┏━━

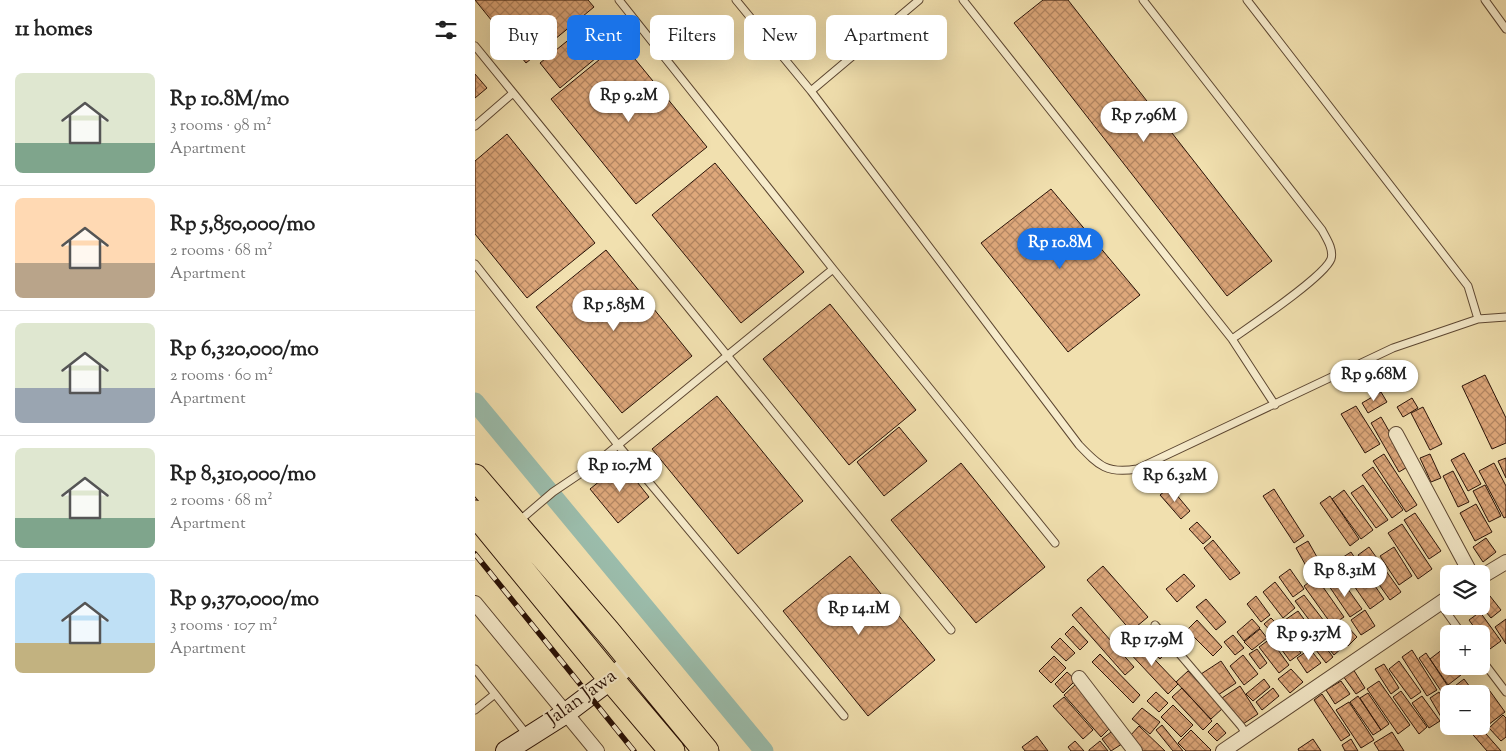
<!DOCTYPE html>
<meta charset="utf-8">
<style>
:root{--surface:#fff;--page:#f6f6f6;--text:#222;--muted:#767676;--line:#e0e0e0;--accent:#1a73e8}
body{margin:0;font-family:"Sorts Mill Goudy",serif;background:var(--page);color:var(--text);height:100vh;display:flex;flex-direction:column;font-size:19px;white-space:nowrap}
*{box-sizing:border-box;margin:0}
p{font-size:16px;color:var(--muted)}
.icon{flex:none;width:28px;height:28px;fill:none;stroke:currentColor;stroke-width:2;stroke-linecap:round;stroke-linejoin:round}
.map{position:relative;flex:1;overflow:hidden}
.details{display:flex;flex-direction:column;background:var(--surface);width:475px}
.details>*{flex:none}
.guide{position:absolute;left:15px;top:15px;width:475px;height:45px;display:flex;gap:10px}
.fabs{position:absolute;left:965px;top:565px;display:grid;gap:10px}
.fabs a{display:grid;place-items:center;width:50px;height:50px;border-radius:8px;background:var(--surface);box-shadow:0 5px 20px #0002;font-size:25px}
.price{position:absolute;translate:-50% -42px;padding:0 11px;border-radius:18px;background:#fff;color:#222;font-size:16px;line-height:32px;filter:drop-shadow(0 1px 2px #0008)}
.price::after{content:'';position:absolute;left:50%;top:30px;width:15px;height:11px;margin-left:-8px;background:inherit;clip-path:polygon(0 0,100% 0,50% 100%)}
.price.selected{background:var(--accent);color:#fff}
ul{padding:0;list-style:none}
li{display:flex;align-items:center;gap:15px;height:125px;padding:0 15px}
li+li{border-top:1px solid var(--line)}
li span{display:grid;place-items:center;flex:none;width:140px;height:100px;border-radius:8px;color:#555}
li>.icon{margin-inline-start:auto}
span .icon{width:60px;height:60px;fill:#fffc;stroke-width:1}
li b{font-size:21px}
h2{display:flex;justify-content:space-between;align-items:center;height:60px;padding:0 15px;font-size:21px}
.chip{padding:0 18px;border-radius:8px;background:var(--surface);box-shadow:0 5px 20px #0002;font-size:18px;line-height:45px}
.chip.selected{background:var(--accent);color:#fff}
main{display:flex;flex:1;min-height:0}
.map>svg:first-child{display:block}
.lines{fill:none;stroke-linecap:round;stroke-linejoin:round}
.canal{stroke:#9bbdac;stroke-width:19}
.building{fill:url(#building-cross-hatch);stroke:#2a1207}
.lane-casing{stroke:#5c4631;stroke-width:9}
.street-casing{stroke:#5c4631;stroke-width:16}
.secondary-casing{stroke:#2a1207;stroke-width:22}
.highway-casing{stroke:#2a1207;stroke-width:27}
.lane{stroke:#f6ebcb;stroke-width:7}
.street{stroke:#f6ebcb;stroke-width:14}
.secondary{stroke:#f6ebcb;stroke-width:20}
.highway{stroke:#f1e0af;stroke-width:25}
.rail-casing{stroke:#2a1207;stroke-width:5.5}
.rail{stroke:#f6ebcb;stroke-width:4;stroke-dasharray:11;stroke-linecap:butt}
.labels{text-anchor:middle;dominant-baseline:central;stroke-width:4;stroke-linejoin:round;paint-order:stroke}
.street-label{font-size:19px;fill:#2a1207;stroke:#f6ebcb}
</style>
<main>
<section class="details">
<h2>11 homes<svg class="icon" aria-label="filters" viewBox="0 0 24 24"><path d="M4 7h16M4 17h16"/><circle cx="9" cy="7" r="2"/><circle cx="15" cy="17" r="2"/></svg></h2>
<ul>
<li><span style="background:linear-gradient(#dfe7d0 70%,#7fa58c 0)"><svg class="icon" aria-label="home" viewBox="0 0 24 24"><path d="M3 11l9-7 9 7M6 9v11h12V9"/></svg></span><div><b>Rp 10.8M/mo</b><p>3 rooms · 98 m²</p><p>Apartment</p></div></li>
<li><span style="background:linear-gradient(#ffd9b3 65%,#b9a48a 0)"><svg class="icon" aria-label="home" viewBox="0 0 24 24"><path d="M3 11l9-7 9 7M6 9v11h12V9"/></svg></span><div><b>Rp 5,850,000/mo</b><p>2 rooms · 68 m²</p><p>Apartment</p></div></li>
<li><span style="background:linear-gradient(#dfe7d0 65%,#9aa5b1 0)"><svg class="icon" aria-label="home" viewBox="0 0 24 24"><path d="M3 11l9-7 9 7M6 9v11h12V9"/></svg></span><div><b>Rp 6,320,000/mo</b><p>2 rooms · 60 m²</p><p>Apartment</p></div></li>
<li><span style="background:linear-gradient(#dfe7d0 70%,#7fa58c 0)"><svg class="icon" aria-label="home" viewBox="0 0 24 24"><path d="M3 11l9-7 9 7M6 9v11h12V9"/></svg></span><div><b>Rp 8,310,000/mo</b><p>2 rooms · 68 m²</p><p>Apartment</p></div></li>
<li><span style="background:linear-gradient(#bfe0f5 70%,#c2b280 0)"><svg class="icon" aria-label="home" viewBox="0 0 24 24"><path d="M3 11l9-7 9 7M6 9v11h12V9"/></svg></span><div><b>Rp 9,370,000/mo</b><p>3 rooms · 107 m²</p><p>Apartment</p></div></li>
</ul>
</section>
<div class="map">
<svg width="1031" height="751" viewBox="0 0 1031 751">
<defs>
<pattern id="building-cross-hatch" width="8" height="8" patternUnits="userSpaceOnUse" patternTransform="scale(1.25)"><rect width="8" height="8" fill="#dea87b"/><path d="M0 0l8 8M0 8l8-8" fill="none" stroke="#b48763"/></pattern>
</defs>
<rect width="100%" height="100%" fill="#f1e0af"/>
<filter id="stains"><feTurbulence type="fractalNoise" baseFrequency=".004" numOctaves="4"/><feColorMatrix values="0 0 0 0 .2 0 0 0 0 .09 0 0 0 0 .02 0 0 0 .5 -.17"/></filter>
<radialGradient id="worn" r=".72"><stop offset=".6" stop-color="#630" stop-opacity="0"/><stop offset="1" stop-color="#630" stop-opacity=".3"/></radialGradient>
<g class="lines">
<path class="canal" d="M0,402L289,751"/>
</g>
<path class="building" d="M0,0H113L119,7L51,63Z
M568,0H593L797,261L752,296L539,23Z
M107,29L127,53L85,88L65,63Z
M146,42L232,147L161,204L76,99Z
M0,74L12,88L0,98Z
M32,134L120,243L52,298L0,234V161Z
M240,163L329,272L266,323L177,215Z
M576,189L665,295L593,352L506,243Z
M131,250L217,356L147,413L61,307Z
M355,304L441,410L374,465L288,359Z
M1010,375L1031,418V443L1017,449L987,386Z
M906,392L912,402L893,413L887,403Z
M242,396L328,501L263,554L177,449Z
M937,398L943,408L928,417L922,407Z
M881,406L905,444L890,453L866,414Z
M948,407L967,444L955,450L936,413Z
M906,417L934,466L924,472L896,423Z
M424,427L452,461L409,496L382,462Z
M989,453L1006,484L993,491L976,460Z
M909,454L942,505L931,512L898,461Z
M955,454L966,478L956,482L945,458Z
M1031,458V478L1023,461Z
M147,463L174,497L143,523L115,489Z
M486,463L570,567L501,623L416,520Z
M1019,463L1031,486V517L1029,518L1004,471Z
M898,467L928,510L917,518L887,475Z
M978,471L994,502L983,507L968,476Z
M888,485L913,520L901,528L876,493Z
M1010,485L1026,516L1014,522L998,491Z
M695,487L715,511L706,519L685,495Z
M799,489L829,536L819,543L788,496Z
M869,490L898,530L886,539L857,499Z
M855,496L884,539L875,546L845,503Z
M1001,504L1017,532L1000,541L985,513Z
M940,513L966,551L954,559L929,520Z
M722,522L736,537L728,544L714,529Z
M927,524L957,569L943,579L913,533Z
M1011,538L1021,552L1008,562L998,547Z
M738,540L765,573L755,580L729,548Z
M833,541L847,566L835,573L821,548Z
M894,547L926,592L915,600L883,555Z
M919,547L937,576L924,585L905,556Z
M876,552L889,572L875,581L862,561Z
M375,556L460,660L393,716L308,611Z
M628,566L673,617L656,631L612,580Z
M815,569L829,589L818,597L804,577Z
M891,573L909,599L895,609L877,583Z
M709,574L720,586L702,602L691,589Z
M841,577L869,617L857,625L829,586Z
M865,578L887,609L875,617L854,586Z
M800,582L820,608L808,618L788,592Z
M1011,591L1026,610L1016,618L1006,606V595Z
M829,595L856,630L847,637L820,601Z
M781,596L795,615L786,622L772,604Z
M731,599L751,622L741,630L721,607Z
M606,607L659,667L650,675L597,615Z
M890,610L900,626L886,635L876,620Z
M823,611L842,637L826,649L807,622Z
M1005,612L1026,641L1015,649L1006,637V634H1004L994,620Z
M796,618L809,631L802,638L789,624Z
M777,619L785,628L769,641L762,632Z
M1031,619V644L1020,627Z
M722,620L747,647L738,656L712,630Z
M870,624L882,637L873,646L861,633Z
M598,626L613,642L605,650L590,634Z
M672,628L694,650L685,659L663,638Z
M785,629L792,638L777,650L769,642Z
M855,633L867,648L859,655L847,640Z
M811,634L826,653L815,661L801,642Z
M758,635L769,648L760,655L749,642Z
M585,638L600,653L591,661L576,647Z
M795,639L814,665L804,673L784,647Z
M661,640L703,684L693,694L651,649Z
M845,640L858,657L851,663L837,645Z
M782,649L792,663L785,669L774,654Z
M835,649L846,663L832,673L822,658Z
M968,649L974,657V666H980L986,675L973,685L955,659Z
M937,650L962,690L952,696L927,657Z
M951,653L978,694H974V698L972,700L944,658Z
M625,654L665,695L658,703L617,662Z
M768,655L783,674L769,685L755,666Z
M579,656L591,668L576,683L564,671Z
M746,661L761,683L743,695L726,674Z
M924,661L946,692L936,699L914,669Z
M909,664L924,688L916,694L900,669Z
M816,669L828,682L815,693L803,679Z
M878,669L890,688L881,694L868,676Z
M713,671L748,708L736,719L701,682Z
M592,672L601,680L588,693L580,684Z
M789,679L795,687L778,701L771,694Z
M989,679L998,691L994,694H979L976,689Z
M866,681L875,694L860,704L851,690Z
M904,681L935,725L923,734L892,689Z
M601,684L638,725L626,737L589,695Z
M765,686L783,714L768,724L747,698Z
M1012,687L1030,712L1013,725L1006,716V694H1003Z
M707,688L737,721L728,730L697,697Z
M798,688L804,696L787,710L781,702Z
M926,691L952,727L944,734L918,697Z
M681,692L693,703L684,712L672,701Z
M964,692L974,707V719L969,722L955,698Z
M893,693L914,724L906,730L885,698Z
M847,694L875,735L866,741L839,700Z
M883,696L906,730L898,735L875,702Z
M947,696L965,721L954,728L937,703Z
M589,697L618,730L608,739L578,706Z
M874,702L899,740L886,748L861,710Z
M698,705L718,725L706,737L686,717Z
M667,708L685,722L675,734L657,719Z
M1028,715L1031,718V737L1026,741L1014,728Z
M742,723L751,733L742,741L733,732Z
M687,725L708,751H698L681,730Z
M664,726L690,751H668L654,737Z
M996,726H1004L1026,751H1012L993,729Z
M640,729L650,742L636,751L627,739Z
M716,730L736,750L735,751H711L703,743Z
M917,732L929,751H904L899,743Z
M562,736L573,751H550L547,747Z
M838,739L846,751H824L823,749Z
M876,739L883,751H870L867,745Z
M600,741L609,751H596L593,747Z
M625,741L633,751H614V750Z"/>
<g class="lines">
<defs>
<path id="lane" d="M144,0L358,269L580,543
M261,0L336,91L444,0
M488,0L757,339L800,405
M668,0L847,230C851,238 859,249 856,259C849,277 777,325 757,339
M772,0L993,286L1003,319
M1010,0L1031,29
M0,46L476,630
M336,91L604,445C624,466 632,474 662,469L918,348L1003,319L1031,317
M0,126L38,93
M0,264L143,445L369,716
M44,521L78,492L121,463L358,269
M965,603L987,634
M680,625L766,726L772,735
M1006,659L1031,692
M0,669L20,694
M0,710L20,694L53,736"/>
<path id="street" d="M921,434L996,574
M1006,577L1031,562
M0,603L122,751
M604,678L660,751
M748,751L974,597"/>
<path id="secondary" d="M31,751L91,713L136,679L157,661"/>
<path id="highway" d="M0,477L133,632L231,751
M0,513L136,679L197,751"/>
</defs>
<use href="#lane" class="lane-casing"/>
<use href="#street" class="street-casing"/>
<use href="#secondary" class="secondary-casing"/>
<use href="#highway" class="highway-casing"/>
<use href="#lane" class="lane"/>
<use href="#street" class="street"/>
<use href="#secondary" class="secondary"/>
<use href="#highway" class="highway"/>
<defs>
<path id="rail" d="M0,554L159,751"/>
</defs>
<use href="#rail" class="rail-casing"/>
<use href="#rail" class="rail"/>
</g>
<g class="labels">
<g class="street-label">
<text transform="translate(107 698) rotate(-36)">Jalan Jawa</text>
</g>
</g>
<rect width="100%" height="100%" filter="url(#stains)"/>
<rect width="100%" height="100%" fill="url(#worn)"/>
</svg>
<div class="fabs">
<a><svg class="icon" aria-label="layers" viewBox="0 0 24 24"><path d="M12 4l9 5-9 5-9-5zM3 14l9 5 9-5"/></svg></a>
<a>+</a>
<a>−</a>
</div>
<b class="price" style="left:154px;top:123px">Rp 9.2M</b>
<b class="price" style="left:669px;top:143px">Rp 7.96M</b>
<b class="price selected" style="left:585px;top:270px">Rp 10.8M</b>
<b class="price" style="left:139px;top:332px">Rp 5.85M</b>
<b class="price" style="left:899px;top:402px">Rp 9.68M</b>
<b class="price" style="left:145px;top:493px">Rp 10.7M</b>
<b class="price" style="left:700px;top:503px">Rp 6.32M</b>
<b class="price" style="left:870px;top:598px">Rp 8.31M</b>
<b class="price" style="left:384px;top:636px">Rp 14.1M</b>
<b class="price" style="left:834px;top:661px">Rp 9.37M</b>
<b class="price" style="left:677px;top:667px">Rp 17.9M</b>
<div class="guide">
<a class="chip">Buy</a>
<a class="chip selected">Rent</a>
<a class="chip">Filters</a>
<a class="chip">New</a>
<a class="chip">Apartment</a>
</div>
</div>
</main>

┗━━

Each line of the material that has the word "direction" belongs in the answer.

body{margin:0;font-family:"Sorts Mill Goudy",serif;background:var(--page);color:var(--text);height:100vh;display:flex;flex-direction:column;font-size:19px;white-space:nowrap}
.details{display:flex;flex-direction:column;background:var(--surface);width:475px}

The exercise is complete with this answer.